● **TO DO**
Search the listing below, and show each line that includes the word "data".

● **MATERIAL SHOWN**
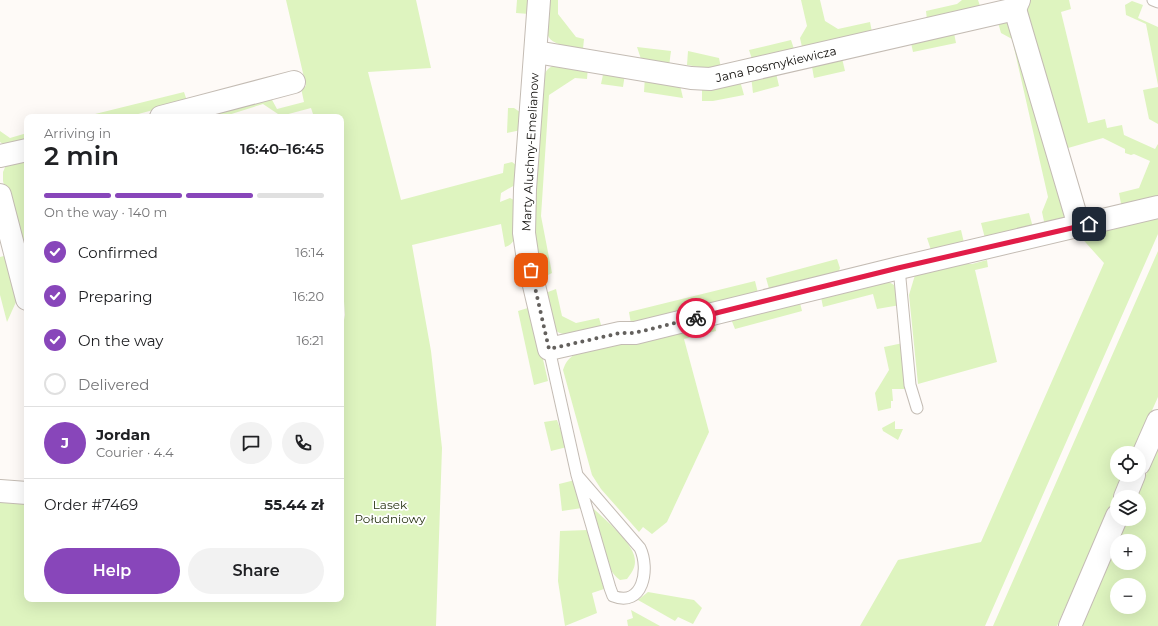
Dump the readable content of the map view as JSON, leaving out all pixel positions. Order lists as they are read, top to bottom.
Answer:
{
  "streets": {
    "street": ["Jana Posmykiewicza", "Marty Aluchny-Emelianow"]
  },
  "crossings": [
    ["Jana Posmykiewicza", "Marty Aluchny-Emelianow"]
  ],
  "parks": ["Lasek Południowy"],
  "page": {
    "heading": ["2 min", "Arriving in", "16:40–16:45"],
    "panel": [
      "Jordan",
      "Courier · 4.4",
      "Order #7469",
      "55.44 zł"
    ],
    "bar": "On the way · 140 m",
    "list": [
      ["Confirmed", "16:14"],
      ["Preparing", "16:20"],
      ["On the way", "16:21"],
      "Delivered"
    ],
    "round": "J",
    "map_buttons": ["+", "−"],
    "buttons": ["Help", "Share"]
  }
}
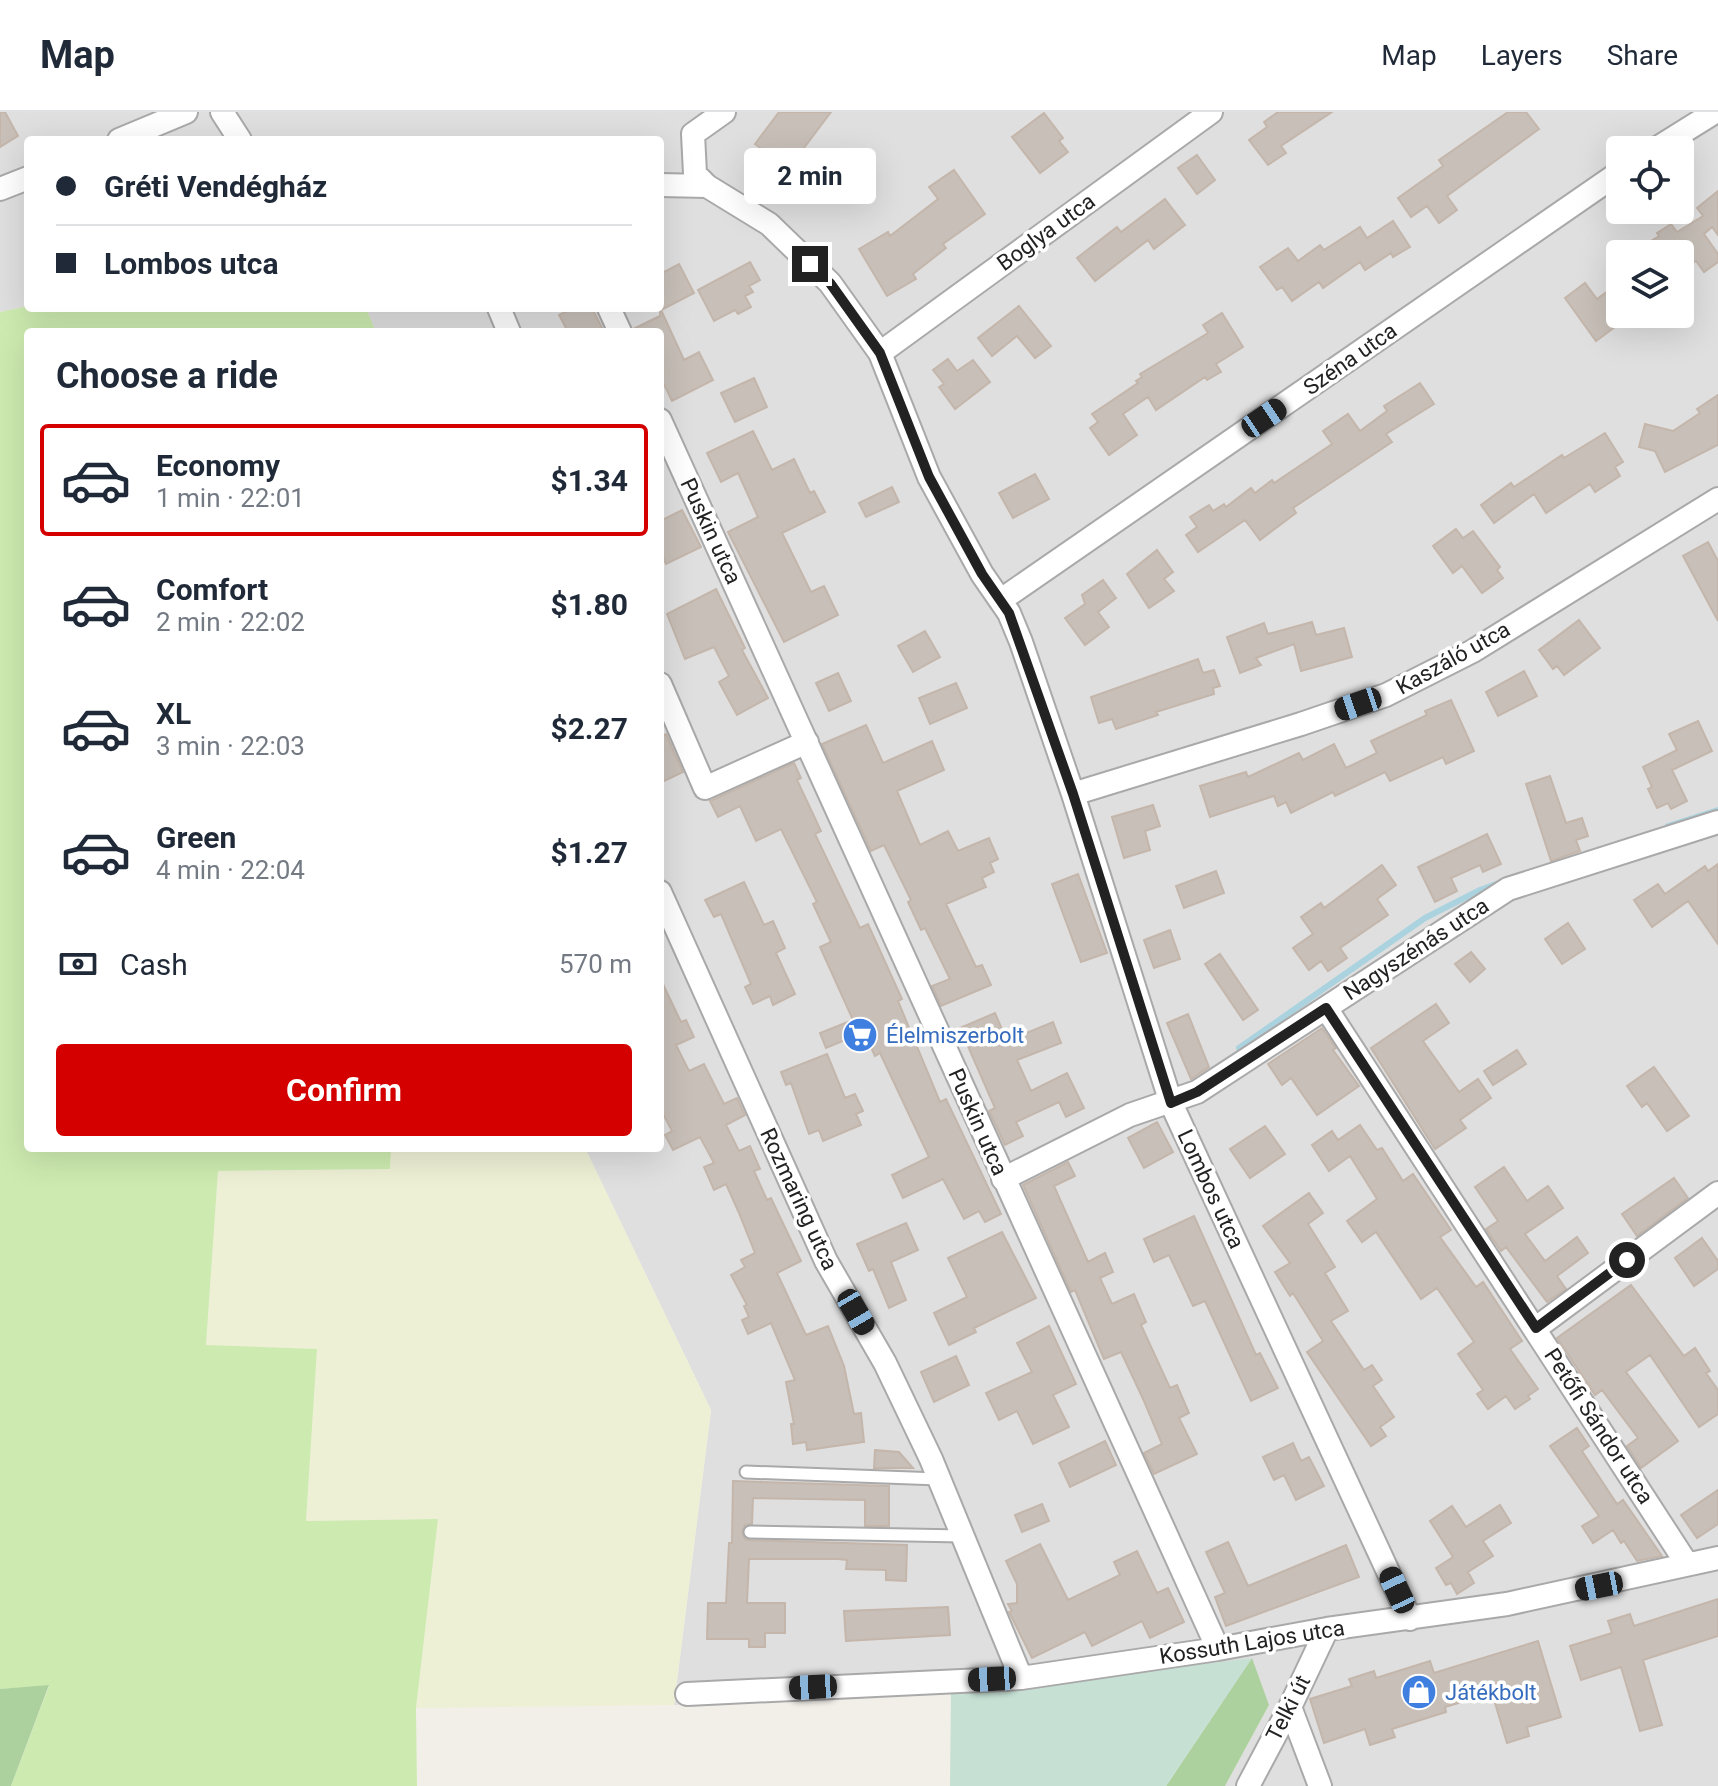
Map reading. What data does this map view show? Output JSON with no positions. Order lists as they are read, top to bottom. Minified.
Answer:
--
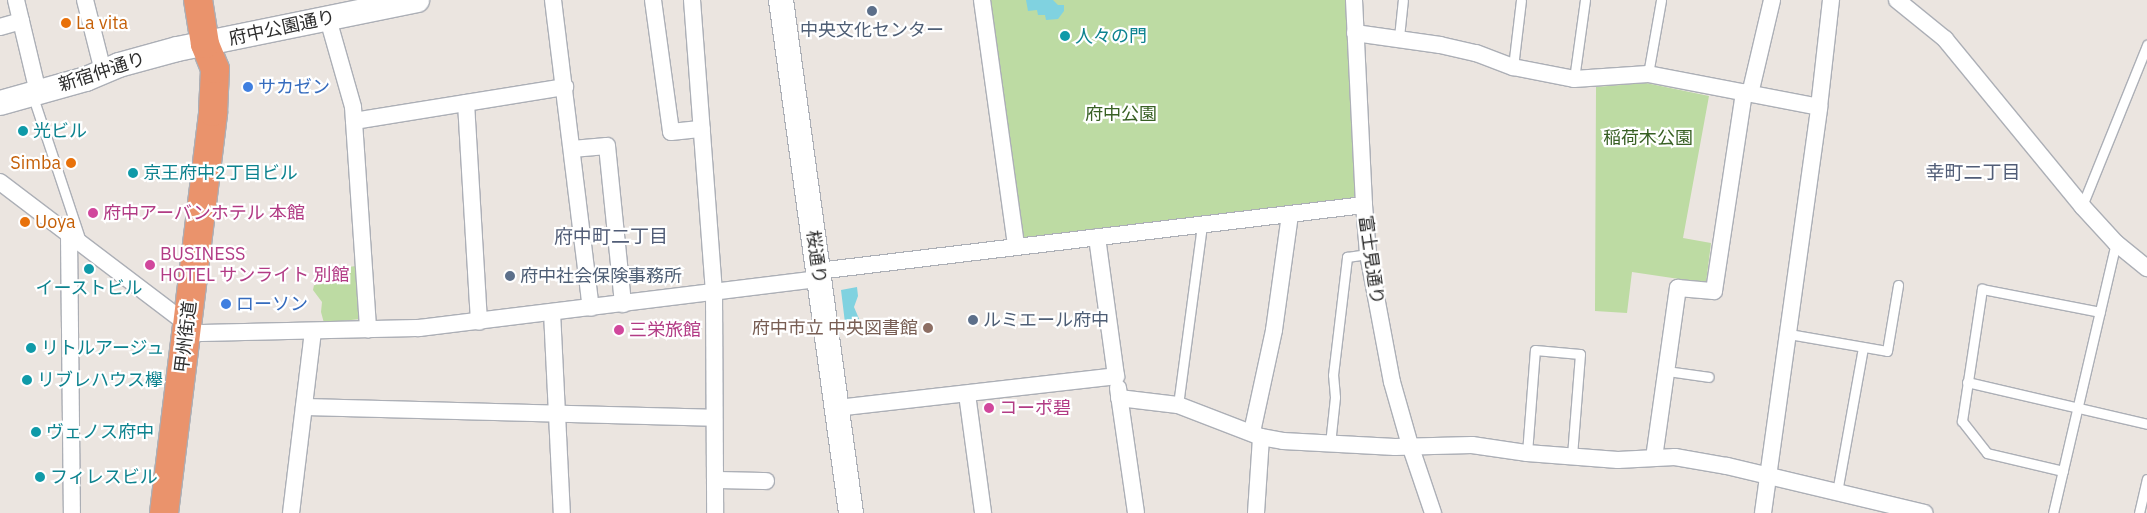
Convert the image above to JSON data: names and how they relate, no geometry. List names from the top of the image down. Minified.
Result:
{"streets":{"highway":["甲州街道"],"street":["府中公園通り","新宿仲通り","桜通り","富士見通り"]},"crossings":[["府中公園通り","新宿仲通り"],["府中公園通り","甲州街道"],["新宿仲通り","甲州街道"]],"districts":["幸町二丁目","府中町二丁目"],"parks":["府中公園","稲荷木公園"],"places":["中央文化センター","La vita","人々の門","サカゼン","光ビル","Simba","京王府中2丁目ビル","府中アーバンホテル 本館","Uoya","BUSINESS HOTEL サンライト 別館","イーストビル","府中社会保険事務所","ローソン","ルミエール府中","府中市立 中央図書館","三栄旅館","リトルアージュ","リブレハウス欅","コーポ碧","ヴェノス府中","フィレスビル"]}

● **OUTPUT FOR THIS TASK**
Map reading. What data does this map view show? Output JSON with no positions. Order lists as they are read, top to bottom. Minified.
Convert the image above to JSON data: names and how they relate, no geometry. List names from the top of the image down. Minified.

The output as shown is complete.